_Your objective_
Please return the data word for word and leave out any picture it contains.

_Available data_
_ _ _ _
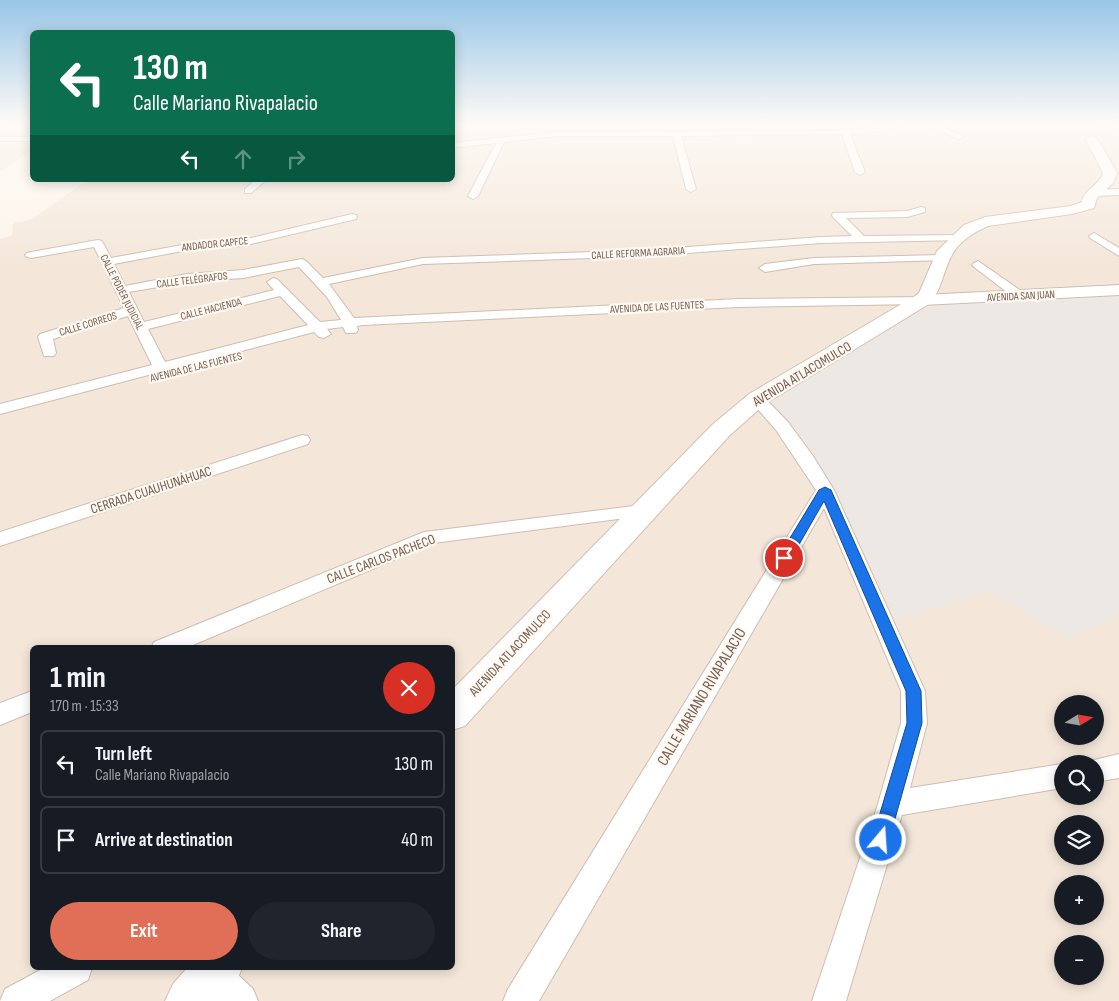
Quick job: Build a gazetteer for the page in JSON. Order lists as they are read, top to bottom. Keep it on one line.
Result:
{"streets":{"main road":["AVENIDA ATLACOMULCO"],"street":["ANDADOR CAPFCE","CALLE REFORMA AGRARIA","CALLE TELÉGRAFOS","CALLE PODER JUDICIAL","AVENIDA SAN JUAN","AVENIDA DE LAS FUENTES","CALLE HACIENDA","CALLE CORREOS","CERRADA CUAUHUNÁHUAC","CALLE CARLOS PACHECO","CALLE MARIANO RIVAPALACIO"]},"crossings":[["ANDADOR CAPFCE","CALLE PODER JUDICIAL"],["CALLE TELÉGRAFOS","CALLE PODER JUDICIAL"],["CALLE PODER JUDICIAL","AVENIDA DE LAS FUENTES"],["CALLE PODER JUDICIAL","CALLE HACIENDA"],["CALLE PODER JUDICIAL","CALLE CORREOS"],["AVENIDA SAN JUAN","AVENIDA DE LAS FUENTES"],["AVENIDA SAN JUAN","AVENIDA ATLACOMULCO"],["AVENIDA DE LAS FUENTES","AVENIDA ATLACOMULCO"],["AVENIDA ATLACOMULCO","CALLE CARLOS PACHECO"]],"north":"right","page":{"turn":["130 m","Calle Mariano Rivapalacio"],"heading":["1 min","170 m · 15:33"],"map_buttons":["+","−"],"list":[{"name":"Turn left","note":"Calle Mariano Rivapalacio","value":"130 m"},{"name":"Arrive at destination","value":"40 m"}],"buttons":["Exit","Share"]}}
_ _ _ _
_Result of this exercise_
Quick job: Build a gazetteer for the page in JSON. Order lists as they are read, top to bottom. Keep it on one line.
Result:
{"streets":{"main road":["AVENIDA ATLACOMULCO"],"street":["ANDADOR CAPFCE","CALLE REFORMA AGRARIA","CALLE TELÉGRAFOS","CALLE PODER JUDICIAL","AVENIDA SAN JUAN","AVENIDA DE LAS FUENTES","CALLE HACIENDA","CALLE CORREOS","CERRADA CUAUHUNÁHUAC","CALLE CARLOS PACHECO","CALLE MARIANO RIVAPALACIO"]},"crossings":[["ANDADOR CAPFCE","CALLE PODER JUDICIAL"],["CALLE TELÉGRAFOS","CALLE PODER JUDICIAL"],["CALLE PODER JUDICIAL","AVENIDA DE LAS FUENTES"],["CALLE PODER JUDICIAL","CALLE HACIENDA"],["CALLE PODER JUDICIAL","CALLE CORREOS"],["AVENIDA SAN JUAN","AVENIDA DE LAS FUENTES"],["AVENIDA SAN JUAN","AVENIDA ATLACOMULCO"],["AVENIDA DE LAS FUENTES","AVENIDA ATLACOMULCO"],["AVENIDA ATLACOMULCO","CALLE CARLOS PACHECO"]],"north":"right","page":{"turn":["130 m","Calle Mariano Rivapalacio"],"heading":["1 min","170 m · 15:33"],"map_buttons":["+","−"],"list":[{"name":"Turn left","note":"Calle Mariano Rivapalacio","value":"130 m"},{"name":"Arrive at destination","value":"40 m"}],"buttons":["Exit","Share"]}}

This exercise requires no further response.